Apathy in the face of whale slaughter Paul Sheehan
December 10, 2007
This morning, in the grey swells of the Southern Ocean, a pirate ship will enter the waters of the Australian Antarctic Territory. It is a black ship, bearing a black pirate flag, the Jolly Roger. For the past five days it has sailed south, so that it can take position and wait for its prey.
The prey is expected to arrive on Saturday, the day when Japanese whaling ships, operating under the patronage of the Japanese Government, are scheduled to begin hunting minke whales, humpbacks and fin whales in southern waters. This is an area where Australia has declared an exclusive economic zone extending 200 nautical miles (370 kilometres) from the Antarctic coastline in a large swath of Antarctic waters. This is prime whale territory.
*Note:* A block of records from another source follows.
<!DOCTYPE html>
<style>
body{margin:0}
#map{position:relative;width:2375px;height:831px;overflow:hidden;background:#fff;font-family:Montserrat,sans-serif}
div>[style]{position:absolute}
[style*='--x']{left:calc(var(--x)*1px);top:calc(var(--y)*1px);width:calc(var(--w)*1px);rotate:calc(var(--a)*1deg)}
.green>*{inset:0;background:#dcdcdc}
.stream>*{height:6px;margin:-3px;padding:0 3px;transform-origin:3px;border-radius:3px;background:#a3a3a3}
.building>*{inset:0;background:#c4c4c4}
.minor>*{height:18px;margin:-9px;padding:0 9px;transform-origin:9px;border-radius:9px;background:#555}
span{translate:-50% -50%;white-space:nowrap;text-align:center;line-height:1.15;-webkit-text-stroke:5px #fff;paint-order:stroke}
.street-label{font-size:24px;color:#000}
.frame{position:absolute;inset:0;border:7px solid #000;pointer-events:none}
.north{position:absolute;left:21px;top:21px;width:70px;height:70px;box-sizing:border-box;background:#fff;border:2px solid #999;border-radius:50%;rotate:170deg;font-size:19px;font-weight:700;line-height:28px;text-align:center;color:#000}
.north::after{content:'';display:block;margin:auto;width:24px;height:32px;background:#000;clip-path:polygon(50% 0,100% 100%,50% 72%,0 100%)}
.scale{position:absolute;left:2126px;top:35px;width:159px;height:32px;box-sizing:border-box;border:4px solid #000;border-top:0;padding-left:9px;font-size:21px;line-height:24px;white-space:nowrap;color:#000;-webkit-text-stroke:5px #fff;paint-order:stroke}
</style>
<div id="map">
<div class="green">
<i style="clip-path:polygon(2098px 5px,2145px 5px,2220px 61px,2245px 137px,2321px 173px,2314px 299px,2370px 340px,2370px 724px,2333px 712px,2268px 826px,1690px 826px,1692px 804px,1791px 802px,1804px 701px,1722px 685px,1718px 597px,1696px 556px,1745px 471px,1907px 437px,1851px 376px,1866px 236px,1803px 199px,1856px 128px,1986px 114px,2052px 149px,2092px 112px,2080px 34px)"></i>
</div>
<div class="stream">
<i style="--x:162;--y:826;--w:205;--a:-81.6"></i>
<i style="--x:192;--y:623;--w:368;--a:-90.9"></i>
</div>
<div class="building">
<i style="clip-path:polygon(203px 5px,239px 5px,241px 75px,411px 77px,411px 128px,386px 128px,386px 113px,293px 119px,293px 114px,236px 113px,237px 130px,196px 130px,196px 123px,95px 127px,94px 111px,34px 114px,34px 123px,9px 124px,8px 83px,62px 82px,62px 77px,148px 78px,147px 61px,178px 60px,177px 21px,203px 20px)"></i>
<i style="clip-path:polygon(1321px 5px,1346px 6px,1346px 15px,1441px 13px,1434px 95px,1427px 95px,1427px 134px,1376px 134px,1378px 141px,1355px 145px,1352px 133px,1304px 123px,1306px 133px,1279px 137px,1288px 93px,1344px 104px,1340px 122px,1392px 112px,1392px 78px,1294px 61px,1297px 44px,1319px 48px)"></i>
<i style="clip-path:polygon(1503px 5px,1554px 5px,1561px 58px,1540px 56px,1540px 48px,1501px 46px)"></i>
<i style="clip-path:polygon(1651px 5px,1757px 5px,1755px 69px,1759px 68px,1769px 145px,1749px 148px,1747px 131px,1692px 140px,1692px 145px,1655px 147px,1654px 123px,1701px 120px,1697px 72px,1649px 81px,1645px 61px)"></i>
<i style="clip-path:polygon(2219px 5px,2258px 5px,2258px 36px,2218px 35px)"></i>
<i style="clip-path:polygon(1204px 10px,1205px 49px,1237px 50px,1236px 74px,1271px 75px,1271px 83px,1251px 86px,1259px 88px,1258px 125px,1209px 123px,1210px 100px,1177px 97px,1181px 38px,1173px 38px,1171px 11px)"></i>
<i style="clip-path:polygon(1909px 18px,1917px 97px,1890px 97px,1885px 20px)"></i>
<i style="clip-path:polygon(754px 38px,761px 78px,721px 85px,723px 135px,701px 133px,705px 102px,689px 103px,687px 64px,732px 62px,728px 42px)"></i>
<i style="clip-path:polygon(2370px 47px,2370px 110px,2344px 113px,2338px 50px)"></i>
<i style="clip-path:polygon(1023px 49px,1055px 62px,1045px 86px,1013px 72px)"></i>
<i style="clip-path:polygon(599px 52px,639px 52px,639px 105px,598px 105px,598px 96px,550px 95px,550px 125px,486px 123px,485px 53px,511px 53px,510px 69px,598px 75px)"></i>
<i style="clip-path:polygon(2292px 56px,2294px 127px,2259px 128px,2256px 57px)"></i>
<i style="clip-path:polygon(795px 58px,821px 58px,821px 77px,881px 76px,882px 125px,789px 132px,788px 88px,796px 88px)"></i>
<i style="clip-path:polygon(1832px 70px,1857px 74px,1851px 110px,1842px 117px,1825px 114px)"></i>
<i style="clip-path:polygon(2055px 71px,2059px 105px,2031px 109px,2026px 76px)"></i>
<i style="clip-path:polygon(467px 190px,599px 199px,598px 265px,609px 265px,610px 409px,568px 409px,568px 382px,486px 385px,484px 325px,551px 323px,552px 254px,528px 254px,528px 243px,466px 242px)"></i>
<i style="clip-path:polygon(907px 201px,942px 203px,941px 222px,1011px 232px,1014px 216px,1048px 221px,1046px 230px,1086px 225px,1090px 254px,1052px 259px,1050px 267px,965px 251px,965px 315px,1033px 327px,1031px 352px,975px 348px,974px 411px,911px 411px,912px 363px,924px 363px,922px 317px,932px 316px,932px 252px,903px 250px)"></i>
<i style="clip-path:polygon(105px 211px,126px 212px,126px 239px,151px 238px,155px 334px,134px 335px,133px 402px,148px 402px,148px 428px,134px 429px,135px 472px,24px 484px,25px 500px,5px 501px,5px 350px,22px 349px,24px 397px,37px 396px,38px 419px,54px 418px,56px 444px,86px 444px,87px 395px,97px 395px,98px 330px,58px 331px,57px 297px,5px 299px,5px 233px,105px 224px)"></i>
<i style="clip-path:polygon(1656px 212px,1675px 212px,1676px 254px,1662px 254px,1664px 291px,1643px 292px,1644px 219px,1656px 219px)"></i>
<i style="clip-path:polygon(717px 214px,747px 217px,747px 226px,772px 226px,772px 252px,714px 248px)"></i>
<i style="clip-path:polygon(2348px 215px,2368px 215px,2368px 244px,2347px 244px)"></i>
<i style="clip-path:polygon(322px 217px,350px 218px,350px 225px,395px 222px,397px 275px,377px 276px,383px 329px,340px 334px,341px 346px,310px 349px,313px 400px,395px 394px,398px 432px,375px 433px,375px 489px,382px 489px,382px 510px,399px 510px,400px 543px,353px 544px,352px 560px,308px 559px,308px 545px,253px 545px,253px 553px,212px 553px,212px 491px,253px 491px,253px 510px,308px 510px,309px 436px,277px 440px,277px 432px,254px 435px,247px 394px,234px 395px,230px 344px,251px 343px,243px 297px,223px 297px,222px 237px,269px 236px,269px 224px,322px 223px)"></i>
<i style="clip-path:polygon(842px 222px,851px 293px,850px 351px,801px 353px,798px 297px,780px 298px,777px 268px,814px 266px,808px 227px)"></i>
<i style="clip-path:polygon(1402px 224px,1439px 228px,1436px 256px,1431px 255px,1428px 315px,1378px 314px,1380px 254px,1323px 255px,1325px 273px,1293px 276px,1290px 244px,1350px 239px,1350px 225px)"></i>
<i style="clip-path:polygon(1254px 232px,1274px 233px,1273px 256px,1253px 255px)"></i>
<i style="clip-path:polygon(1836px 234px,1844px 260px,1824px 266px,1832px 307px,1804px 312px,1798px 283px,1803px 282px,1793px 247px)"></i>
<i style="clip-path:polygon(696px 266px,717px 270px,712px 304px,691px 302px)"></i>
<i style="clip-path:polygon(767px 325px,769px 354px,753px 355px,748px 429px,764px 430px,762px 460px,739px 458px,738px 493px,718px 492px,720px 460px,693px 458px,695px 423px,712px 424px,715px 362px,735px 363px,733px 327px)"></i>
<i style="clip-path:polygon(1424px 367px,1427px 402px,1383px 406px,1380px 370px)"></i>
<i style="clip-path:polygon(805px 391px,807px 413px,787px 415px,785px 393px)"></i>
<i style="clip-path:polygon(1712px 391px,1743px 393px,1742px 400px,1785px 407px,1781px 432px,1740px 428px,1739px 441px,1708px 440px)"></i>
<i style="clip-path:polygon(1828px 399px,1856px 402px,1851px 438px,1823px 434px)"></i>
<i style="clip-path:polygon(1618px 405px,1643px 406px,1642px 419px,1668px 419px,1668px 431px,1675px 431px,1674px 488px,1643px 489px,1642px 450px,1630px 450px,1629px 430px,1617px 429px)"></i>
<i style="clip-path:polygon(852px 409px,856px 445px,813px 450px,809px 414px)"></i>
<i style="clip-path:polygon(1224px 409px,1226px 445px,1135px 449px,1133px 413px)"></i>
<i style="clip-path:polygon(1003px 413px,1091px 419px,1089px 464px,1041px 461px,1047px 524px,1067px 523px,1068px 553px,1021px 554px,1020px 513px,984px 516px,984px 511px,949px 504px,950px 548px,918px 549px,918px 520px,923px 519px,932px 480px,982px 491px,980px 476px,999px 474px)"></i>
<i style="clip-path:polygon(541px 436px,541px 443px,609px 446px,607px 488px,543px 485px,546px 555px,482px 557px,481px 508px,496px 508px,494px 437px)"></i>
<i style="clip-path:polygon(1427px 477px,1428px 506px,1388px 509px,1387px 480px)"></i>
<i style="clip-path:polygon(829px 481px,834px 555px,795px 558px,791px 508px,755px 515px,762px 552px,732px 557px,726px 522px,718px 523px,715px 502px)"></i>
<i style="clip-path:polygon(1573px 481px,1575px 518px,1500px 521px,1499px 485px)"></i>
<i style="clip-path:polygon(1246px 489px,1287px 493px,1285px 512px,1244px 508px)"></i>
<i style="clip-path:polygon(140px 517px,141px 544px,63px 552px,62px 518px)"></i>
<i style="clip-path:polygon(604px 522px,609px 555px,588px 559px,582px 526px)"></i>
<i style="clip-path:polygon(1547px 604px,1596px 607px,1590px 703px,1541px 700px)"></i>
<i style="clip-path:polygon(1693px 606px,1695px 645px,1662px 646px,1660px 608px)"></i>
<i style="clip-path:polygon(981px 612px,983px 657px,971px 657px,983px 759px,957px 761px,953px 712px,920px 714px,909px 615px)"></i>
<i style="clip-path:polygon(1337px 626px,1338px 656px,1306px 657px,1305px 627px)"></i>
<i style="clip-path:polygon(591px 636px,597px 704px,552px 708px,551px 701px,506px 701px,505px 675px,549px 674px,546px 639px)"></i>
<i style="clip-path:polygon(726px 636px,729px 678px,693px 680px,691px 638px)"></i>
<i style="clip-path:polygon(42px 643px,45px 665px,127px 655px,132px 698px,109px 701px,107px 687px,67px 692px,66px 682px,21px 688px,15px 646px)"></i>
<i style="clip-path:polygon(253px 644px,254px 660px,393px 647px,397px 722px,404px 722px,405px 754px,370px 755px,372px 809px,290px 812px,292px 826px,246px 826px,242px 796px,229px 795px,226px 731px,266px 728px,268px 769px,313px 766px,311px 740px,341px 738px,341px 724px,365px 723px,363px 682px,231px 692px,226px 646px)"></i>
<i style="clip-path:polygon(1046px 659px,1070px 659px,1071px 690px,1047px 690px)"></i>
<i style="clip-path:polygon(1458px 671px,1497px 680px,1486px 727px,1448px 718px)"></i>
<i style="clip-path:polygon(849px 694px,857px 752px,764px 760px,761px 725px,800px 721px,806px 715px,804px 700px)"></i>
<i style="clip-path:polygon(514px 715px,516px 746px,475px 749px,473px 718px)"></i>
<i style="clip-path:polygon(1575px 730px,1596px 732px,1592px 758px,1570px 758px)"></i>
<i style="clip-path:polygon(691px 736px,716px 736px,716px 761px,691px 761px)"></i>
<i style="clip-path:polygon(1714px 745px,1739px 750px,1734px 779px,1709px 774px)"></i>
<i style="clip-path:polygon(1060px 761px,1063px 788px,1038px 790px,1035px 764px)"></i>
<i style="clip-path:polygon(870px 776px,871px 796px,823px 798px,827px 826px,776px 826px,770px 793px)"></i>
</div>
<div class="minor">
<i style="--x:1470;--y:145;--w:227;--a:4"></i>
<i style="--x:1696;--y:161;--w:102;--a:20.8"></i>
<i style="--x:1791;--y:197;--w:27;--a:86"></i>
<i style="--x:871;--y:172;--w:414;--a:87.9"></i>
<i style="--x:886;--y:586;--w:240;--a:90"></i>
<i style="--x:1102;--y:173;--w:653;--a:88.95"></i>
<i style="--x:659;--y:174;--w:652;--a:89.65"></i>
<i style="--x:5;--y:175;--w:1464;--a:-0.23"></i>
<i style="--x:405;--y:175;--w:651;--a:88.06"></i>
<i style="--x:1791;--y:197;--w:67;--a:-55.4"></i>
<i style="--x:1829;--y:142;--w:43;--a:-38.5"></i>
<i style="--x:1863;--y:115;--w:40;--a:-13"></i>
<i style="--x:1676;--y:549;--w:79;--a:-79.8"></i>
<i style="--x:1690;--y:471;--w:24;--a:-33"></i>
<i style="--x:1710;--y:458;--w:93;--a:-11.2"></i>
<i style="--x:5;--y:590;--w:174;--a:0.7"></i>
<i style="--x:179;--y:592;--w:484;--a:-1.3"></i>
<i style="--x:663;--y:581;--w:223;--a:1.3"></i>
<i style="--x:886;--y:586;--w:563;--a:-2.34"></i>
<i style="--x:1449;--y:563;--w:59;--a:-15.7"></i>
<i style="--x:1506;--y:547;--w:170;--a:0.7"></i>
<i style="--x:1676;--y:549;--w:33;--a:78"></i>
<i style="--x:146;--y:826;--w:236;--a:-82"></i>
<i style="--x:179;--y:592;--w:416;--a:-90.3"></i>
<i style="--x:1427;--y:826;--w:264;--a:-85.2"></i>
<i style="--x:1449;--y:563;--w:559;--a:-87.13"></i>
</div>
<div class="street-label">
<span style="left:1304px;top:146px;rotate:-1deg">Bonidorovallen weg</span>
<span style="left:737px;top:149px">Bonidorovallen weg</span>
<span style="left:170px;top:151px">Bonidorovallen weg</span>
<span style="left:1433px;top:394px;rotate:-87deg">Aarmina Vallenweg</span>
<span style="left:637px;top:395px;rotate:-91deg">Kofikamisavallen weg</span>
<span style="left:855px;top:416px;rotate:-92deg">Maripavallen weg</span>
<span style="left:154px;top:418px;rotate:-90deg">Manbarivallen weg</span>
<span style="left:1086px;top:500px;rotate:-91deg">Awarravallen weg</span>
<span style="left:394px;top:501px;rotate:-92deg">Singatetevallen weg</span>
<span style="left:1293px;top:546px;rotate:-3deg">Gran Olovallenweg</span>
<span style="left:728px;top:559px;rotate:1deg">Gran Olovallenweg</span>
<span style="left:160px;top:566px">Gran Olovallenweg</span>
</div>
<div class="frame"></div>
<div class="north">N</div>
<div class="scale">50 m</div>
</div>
Yet the only intimidating presence that stands between the whaling ships and the slaughter of more than a thousand whales - the Japanese have set themselves a quota of 1030 - will be a private ship sailing under a Jolly Roger on which the crossed bones have been replaced by a trident and a shepherd's crook. The shepherd's crook signifies that this ship is operated by Sea Shepherd, the environmental vigilante of the sea.
"We shouldn't be doing this, we shouldn't have to," the ship's captain and Sea Shepherd's founder, Paul Watson, told me by satellite phone a few days ago. "If you want to stop pirates, you have to send pirates. It was a pirate, Captain Morgan, who shut down the slave trade in the Caribbean. It wasn't the British navy."
The black ship is registered in Rotterdam, captained by a Canadian, manned by an international crew and operates on the outer edges of the law.
"We have been called eco-terrorists," Watson said. "It's a strange label because we've never hurt anyone, while the Japanese have filled the ocean with blood. It's an audacious hypocrisy."